#### [To do]
Wherever the string "canvas" shows up in the data below, copy the whole line.

START Data for review

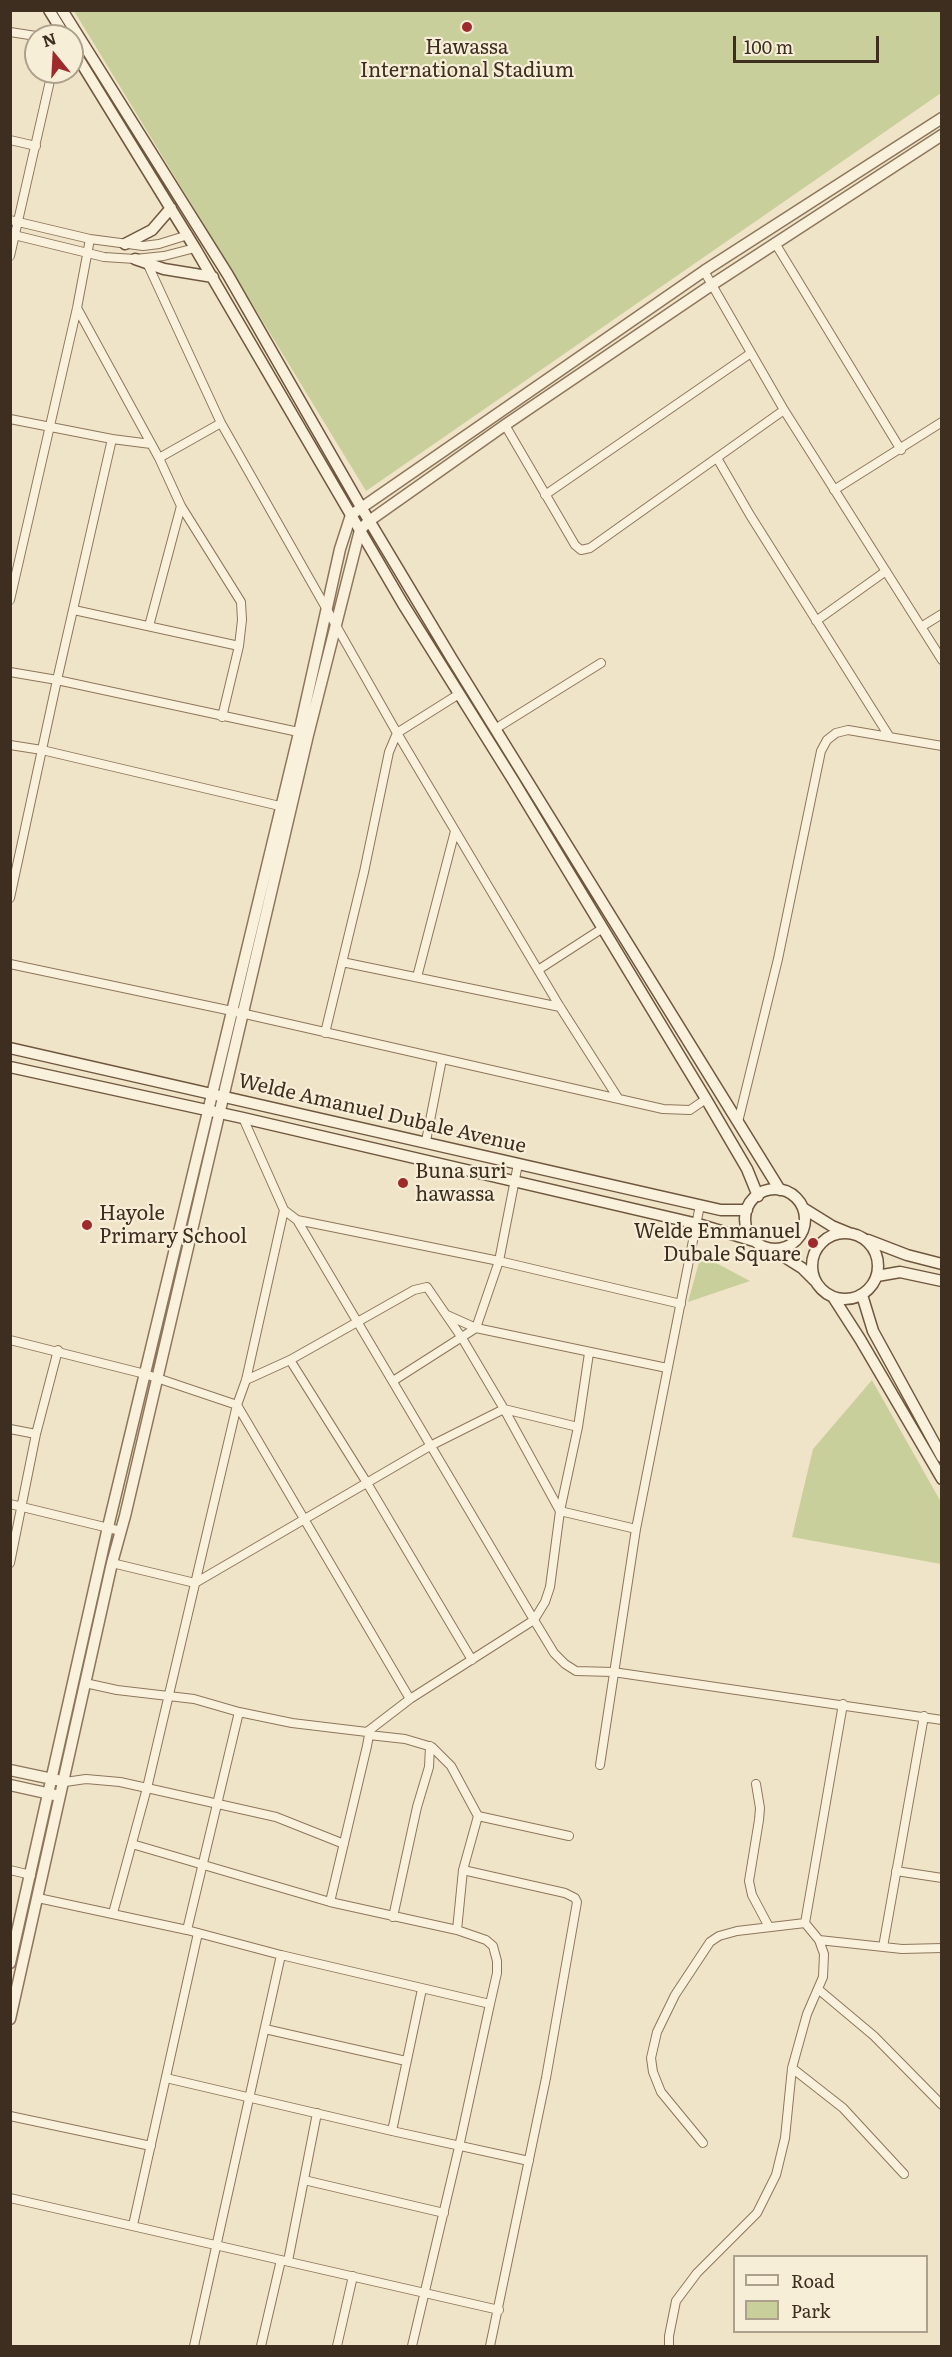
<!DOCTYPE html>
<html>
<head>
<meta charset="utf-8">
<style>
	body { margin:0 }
	#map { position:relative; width:952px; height:2357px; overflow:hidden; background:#f0e4c8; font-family:Literata,serif }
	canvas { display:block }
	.frame { position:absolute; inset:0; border:12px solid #3d2e20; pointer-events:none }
	.legend { position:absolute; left:733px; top:2255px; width:195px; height:78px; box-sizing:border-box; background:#f7eed8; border:2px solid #ada18e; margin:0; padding:8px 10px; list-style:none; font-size:18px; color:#3d2e20 }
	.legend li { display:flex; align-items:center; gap:12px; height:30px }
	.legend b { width:30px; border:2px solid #ada18e }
	.north { position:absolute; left:24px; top:24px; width:60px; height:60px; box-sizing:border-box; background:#f7eed8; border:2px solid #ada18e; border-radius:50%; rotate:342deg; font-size:16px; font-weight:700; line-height:24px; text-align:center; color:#3d2e20 }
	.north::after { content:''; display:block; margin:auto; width:21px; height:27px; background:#9e2a2b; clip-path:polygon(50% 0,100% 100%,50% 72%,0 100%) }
	.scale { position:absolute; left:733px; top:36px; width:146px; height:27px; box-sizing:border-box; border:3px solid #3d2e20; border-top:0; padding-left:8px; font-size:18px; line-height:21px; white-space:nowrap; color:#3d2e20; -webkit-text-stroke:4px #f7eed8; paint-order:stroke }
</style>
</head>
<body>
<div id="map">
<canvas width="952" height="2357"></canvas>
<div class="frame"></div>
<ul class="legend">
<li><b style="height:8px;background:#faf1dc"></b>Road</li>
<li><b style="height:16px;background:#c9cf9b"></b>Park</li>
</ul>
<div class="north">N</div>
<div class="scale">100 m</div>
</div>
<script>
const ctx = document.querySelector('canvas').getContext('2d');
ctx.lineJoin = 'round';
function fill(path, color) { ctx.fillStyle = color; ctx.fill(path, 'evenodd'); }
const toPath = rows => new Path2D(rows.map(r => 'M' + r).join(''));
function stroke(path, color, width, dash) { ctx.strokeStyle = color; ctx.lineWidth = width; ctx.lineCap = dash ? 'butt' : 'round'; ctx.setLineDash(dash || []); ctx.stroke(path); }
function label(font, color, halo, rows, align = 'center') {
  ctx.font = font + ' Literata,serif'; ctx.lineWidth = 4.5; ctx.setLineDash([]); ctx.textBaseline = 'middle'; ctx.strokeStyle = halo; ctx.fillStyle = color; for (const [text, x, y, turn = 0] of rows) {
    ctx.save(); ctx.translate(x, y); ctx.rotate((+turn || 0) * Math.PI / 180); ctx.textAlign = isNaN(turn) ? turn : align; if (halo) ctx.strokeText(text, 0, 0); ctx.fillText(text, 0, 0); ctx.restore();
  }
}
const green = toPath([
	[74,11,941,11,941,93,366,491],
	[701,1255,750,1281,688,1302],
	[872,1380,941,1502,941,1564,792,1537,813,1449]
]);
const minor = toPath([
	[10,32,36,36],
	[10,140,36,146],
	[10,220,90,239,143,246,159,244,188,235],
	[10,234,104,257,135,259,164,256,195,248],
	[775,243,901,450],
	[10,256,52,72],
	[148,265,221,423,397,733,560,1007,618,1098],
	[704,271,784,410,942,660],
	[77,308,159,458,181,506,241,602,242,620,239,646,222,717],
	[10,419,112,439,151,444],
	[505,425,575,545,581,550,590,548,784,410],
	[159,458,221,423],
	[717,458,750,515,889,736],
	[834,490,942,422],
	[545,495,751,353],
	[10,600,77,308,90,239],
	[74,610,239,646],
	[816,621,886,571],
	[149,626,181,506],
	[921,627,942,614],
	[10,672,57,680,303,733],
	[495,729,601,663],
	[10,745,42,750,284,807],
	[10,898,57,680,112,439],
	[342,962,560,1007],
	[10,964,232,1011,663,1109,690,1110,706,1099],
	[538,970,603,928],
	[417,977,455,831],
	[325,1033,364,872,389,752,397,733,459,694],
	[243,1118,284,1210,297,1220,534,1620,554,1653,565,1664,576,1671,613,1672,942,1720],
	[738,1122,778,959,821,751,827,740,836,733,848,730,942,746],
	[426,1141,442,1059],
	[297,1220,499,1261,681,1304],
	[447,1315,476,1328,667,1368],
	[10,1340,145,1374,237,1405,410,1699],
	[290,1360,367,1483,472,1660],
	[246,1380,290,1360,414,1290,427,1287,462,1338,504,1409,560,1511,636,1529],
	[393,1381,476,1328,499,1261,518,1164],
	[10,1429,36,1434],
	[10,1504,121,1531],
	[10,1563,36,1434,58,1350],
	[112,1563,195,1583,430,1446,504,1409,578,1427],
	[85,1683,117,1690,194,1699,239,1712,292,1723,367,1732,410,1699,534,1620,545,1602,550,1587,560,1511,578,1427,589,1353],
	[367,1732,369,1735,367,1746,330,1902,457,1930,486,1940,493,1946,497,1961,497,1973,490,2004],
	[369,1735,405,1739,432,1747,451,1766,478,1816,463,1870],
	[600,1765,636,1529,700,1205],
	[65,1782,86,1779,120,1782,147,1788,276,1817,344,1844],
	[756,1784,760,1808,759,1820,749,1881,752,1895,769,1927],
	[478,1816,569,1836],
	[132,1844,330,1902],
	[10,1870,31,1875],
	[896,1871,942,1878],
	[38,1898,187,1930,281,1955,490,2004,459,2147,412,2346],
	[113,1913,147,1788,237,1405,246,1380,284,1210],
	[393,1917,417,1807,429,1767,430,1746],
	[187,1930,239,1712],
	[457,1930,463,1870,565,1893,575,1898,577,1902,546,2078,490,2346],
	[819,1940,902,1949,942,1948],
	[883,1947,924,1716],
	[818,1989,874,2036,942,2105],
	[265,2029,406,2061],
	[792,2068,843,2108,904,2174],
	[166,2078,392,2131,529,2161],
	[10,2116,151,2146],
	[392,2131,422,1989],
	[703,2143,661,2092,653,2072,651,2058,657,2032,675,1995,710,1942,719,1936,737,1931,805,1923],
	[304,2180,444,2213],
	[10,2198,499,2310],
	[133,2225,198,1933],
	[288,2261,317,2113],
	[194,2346,281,1955],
	[261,2346,281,2260],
	[337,2346,353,2276],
	[669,2346,669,2336,676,2301,697,2273,757,2213,776,2175,785,2138,792,2068,807,2014,823,1977,824,1954,819,1940,805,1923,843,1704]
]);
const tertiary = toPath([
	[10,1770,57,1780],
	[10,1785,55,1795],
	[10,1963,108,1527,299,733,340,549,351,515,704,271,942,118],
	[10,2019,112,1563,125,1516,308,735,360,530,369,521,505,425,713,284,942,135]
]);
const secondary = toPath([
	[49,10,65,36],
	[62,10,228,275,361,507,452,659,780,1190],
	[72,48,195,248,403,604,513,780,706,1099,747,1169,758,1196],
	[125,244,152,230,171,208],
	[135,259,164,269,213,277],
	[10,1048,721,1210,747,1210],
	[10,1067,243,1118,698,1224,754,1241],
	'745 1219a30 30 0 1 1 60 0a30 30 0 1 1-60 0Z',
	[803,1208,832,1226,849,1233],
	'812 1266a33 33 0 1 1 66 0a33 33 0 1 1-66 0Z',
	[868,1240,907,1255,942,1264],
	[772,1249,802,1268,815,1281],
	[877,1276,900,1272,942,1281],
	[862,1295,873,1331,942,1457],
	[833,1297,860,1339,942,1479]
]);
const markers = [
	[467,27,6,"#9e2a2b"],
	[403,1183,6,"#9e2a2b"],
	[87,1225,6,"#9e2a2b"],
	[813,1243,6,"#9e2a2b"]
];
const poiNames = [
	["Hawassa",467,48,"center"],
	["International Stadium",467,71,"center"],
	["Buna suri",415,1172],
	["hawassa",415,1195],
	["Hayole",99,1214],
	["Primary School",99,1237],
	["Welde Emmanuel",801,1232,"right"],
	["Dubale Square",801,1255,"right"]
];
const streetNames = [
	["Welde Amanuel Dubale Avenue",382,1114,13]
];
fill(green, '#c9cf9b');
stroke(minor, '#8d765c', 10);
stroke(tertiary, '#8d765c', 13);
stroke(secondary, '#6f573f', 13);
stroke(minor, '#faf1dc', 8);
stroke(tertiary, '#faf1dc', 10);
stroke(secondary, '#faf1dc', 10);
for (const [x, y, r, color] of markers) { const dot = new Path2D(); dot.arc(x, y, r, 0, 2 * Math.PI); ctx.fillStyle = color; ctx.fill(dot); stroke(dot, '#f7eed8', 2); }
label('20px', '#3d2e20', '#f7eed8', poiNames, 'left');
label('20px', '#3d2e20', '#f7eed8', streetNames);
</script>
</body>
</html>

END Data for review

#### [Reply]
	canvas { display:block }
<canvas width="952" height="2357"></canvas>
const ctx = document.querySelector('canvas').getContext('2d');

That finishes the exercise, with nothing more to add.